• _WORK INSTRUCTIONS_
Report all lines of the data below that hold the word "Pembellot".

AVAILABLE DATA START

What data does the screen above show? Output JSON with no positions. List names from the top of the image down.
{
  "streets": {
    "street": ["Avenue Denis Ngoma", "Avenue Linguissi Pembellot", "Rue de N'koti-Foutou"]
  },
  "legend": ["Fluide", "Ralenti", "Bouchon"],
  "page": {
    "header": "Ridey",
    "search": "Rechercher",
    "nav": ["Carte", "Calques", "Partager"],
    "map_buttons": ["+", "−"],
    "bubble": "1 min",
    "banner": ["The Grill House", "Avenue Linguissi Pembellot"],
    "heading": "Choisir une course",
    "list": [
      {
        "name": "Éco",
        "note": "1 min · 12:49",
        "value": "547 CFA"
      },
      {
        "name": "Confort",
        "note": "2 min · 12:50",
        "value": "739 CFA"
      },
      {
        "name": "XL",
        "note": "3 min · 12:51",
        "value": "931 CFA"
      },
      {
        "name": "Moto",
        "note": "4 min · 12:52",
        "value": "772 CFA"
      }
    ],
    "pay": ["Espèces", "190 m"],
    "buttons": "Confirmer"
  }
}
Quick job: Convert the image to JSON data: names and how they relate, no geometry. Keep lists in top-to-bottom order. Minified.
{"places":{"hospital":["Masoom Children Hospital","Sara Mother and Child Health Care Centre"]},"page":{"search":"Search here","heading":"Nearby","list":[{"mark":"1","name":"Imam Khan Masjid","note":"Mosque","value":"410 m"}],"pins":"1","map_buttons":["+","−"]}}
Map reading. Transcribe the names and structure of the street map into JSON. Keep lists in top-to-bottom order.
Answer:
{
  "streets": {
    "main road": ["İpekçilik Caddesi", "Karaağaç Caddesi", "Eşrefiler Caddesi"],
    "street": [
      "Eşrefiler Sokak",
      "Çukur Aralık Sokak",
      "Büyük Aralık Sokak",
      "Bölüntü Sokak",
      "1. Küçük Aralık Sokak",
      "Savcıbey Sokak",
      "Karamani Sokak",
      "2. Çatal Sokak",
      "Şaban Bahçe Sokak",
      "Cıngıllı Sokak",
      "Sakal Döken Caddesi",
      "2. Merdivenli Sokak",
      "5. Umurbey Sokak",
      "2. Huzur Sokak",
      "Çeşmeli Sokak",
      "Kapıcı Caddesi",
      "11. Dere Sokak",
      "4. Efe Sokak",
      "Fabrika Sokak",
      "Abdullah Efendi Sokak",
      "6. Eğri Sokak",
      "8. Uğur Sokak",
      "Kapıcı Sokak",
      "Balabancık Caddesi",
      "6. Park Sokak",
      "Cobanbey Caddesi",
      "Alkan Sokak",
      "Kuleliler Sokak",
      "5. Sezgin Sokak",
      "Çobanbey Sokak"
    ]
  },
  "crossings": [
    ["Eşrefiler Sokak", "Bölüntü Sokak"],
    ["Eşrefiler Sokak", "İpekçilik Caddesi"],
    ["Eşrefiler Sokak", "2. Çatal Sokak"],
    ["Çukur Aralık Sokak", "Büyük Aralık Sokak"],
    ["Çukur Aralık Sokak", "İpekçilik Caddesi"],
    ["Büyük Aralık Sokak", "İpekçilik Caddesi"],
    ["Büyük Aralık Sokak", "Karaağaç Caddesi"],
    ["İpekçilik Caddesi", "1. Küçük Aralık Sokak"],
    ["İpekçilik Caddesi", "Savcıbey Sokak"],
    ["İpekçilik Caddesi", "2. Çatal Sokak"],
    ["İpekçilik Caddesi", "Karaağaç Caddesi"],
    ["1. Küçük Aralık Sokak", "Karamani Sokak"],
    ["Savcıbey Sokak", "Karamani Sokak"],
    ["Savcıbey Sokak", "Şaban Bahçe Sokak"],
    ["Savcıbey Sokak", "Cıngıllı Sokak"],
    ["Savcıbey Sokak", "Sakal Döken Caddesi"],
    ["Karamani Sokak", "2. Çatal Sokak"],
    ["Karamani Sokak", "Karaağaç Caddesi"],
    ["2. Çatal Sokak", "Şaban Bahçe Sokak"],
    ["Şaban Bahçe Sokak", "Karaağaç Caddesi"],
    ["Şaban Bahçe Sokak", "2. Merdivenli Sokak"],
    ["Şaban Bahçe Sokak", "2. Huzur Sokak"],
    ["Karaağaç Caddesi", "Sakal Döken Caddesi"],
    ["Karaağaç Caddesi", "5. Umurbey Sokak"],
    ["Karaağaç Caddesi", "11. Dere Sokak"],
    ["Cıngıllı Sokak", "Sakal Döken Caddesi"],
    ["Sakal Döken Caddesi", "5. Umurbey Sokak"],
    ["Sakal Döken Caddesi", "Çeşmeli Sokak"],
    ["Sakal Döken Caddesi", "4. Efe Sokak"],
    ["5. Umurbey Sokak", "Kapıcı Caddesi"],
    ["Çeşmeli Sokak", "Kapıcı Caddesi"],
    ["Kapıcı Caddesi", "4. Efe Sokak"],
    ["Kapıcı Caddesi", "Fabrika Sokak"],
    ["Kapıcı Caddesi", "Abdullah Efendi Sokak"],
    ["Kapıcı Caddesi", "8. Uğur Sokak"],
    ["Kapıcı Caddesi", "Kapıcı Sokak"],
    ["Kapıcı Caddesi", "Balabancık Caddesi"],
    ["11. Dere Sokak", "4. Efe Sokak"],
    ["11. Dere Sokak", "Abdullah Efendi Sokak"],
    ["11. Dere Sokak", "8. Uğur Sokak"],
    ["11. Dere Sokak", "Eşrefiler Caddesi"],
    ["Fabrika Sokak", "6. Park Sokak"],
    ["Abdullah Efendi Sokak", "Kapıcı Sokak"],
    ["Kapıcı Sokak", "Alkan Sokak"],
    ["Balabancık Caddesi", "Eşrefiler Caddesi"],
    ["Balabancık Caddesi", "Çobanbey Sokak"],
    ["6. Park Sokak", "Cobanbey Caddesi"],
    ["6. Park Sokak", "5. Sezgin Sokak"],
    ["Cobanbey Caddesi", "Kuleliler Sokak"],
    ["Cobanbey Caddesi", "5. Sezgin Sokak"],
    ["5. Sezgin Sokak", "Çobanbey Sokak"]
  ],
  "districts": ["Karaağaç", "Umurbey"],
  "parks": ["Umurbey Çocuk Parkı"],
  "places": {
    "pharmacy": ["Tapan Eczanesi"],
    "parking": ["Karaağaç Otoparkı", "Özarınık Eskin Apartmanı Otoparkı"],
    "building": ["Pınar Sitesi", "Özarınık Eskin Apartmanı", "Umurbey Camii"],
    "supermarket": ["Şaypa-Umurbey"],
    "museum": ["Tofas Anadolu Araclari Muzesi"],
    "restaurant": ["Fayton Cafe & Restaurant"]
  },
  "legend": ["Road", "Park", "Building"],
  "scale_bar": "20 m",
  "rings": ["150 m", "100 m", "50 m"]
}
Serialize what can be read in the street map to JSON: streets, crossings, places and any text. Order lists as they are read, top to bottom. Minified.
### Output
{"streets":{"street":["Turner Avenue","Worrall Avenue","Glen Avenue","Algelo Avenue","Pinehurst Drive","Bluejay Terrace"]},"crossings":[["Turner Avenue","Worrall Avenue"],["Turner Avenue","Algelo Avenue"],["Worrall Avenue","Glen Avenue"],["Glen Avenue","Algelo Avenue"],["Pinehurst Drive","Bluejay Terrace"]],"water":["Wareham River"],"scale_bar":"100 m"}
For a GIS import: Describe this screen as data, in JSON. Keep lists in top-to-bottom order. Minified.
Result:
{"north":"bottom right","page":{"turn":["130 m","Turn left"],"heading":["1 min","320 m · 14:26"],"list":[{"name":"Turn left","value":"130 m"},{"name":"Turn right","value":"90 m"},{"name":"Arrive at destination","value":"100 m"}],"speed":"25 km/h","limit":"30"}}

AVAILABLE DATA END

• _REPLY TO THE EXERCISE_
    "street": ["Avenue Denis Ngoma", "Avenue Linguissi Pembellot", "Rue de N'koti-Foutou"]
    "banner": ["The Grill House", "Avenue Linguissi Pembellot"],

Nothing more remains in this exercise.